[Saved data entries]
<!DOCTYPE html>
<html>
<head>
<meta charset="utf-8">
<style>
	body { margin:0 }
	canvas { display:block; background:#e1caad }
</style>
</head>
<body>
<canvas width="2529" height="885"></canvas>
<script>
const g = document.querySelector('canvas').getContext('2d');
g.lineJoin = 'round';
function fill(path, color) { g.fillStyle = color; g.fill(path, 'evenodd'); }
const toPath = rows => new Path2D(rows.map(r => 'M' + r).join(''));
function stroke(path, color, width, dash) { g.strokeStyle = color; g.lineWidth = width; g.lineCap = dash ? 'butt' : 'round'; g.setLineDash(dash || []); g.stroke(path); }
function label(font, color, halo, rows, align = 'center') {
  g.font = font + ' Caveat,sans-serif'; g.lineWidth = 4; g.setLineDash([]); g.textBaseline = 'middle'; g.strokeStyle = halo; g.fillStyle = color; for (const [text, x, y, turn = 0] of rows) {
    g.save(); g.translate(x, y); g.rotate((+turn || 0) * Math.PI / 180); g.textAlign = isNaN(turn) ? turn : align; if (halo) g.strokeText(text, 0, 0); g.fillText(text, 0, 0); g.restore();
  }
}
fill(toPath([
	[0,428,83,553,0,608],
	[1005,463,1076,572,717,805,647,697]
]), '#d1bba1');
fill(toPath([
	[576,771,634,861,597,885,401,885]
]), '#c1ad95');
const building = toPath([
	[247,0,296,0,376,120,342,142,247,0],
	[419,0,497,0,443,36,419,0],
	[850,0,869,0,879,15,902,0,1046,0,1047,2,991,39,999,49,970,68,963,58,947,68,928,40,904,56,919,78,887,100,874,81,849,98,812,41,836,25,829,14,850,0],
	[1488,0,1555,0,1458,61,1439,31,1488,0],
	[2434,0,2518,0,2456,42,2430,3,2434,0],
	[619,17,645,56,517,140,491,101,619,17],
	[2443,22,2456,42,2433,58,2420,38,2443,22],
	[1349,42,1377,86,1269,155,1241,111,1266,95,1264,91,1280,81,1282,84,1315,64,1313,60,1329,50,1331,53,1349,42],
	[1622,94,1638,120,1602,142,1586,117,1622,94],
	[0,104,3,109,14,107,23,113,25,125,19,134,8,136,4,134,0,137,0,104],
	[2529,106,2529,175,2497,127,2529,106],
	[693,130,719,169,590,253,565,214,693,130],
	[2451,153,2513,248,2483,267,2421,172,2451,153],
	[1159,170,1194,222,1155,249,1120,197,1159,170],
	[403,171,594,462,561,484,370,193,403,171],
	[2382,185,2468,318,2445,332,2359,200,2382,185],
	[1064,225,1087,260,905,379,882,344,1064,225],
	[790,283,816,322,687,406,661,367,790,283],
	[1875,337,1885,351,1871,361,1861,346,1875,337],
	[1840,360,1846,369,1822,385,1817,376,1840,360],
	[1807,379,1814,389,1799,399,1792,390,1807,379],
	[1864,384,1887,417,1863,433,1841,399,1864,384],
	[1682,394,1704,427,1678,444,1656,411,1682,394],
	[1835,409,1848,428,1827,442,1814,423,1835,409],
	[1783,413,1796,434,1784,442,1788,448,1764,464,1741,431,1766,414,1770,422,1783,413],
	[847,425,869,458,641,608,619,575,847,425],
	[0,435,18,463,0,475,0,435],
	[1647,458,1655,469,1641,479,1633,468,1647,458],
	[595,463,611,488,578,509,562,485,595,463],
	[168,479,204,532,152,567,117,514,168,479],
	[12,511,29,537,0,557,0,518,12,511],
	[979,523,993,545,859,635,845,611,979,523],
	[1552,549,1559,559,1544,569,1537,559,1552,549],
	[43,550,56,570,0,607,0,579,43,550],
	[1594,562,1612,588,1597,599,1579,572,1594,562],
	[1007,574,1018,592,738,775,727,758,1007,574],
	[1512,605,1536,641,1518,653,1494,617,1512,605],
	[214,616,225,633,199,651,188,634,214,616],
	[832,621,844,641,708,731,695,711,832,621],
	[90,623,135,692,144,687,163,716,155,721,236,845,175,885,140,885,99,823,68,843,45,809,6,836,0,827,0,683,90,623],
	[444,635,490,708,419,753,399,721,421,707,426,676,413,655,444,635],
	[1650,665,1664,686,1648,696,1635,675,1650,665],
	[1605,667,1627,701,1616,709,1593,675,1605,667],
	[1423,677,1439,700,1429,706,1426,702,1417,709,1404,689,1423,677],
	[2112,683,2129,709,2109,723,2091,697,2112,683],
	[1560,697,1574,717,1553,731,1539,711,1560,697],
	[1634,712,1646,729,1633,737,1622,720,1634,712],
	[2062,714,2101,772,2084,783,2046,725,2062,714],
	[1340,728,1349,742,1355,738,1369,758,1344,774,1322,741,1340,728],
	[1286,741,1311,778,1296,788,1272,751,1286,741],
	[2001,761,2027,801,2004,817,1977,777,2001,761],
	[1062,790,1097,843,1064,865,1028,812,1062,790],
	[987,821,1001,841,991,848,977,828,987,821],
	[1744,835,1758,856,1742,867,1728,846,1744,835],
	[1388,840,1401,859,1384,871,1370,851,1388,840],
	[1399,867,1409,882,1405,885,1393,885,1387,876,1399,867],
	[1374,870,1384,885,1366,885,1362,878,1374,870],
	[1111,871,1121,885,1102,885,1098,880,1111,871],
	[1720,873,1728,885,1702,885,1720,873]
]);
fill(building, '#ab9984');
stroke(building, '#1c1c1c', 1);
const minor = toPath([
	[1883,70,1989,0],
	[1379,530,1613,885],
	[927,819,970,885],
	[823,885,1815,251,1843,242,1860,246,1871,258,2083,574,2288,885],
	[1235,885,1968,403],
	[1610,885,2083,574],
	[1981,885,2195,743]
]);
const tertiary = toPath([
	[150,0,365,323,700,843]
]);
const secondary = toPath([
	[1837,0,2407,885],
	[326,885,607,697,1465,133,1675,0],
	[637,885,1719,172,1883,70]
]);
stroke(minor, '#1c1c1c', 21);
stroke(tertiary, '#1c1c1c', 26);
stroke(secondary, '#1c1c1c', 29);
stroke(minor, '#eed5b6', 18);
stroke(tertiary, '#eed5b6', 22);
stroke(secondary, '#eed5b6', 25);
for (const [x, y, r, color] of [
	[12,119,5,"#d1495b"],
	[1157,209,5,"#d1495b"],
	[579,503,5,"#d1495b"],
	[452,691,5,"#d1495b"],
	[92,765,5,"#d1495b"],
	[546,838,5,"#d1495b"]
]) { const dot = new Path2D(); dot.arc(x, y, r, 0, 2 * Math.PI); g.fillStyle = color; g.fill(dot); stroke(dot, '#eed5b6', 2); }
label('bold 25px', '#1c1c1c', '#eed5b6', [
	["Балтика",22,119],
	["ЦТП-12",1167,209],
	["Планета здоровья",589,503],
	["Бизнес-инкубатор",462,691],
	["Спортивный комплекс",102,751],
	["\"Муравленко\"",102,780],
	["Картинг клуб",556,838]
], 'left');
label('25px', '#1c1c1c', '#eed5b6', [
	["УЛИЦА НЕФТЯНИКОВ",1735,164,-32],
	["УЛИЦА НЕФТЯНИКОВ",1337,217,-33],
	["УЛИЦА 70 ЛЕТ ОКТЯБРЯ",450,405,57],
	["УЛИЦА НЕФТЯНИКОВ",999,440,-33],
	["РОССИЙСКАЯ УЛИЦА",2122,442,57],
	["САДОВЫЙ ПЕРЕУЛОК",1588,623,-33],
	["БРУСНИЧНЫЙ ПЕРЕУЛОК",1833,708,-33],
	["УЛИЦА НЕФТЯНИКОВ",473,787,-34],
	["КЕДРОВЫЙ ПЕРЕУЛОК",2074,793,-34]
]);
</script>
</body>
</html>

> **WORK ITEM**: Where the string "font" appears in a line of the entries, that line counts; state the total number of such lines and nothing else.

> **EXERCISE SOLUTION**: 2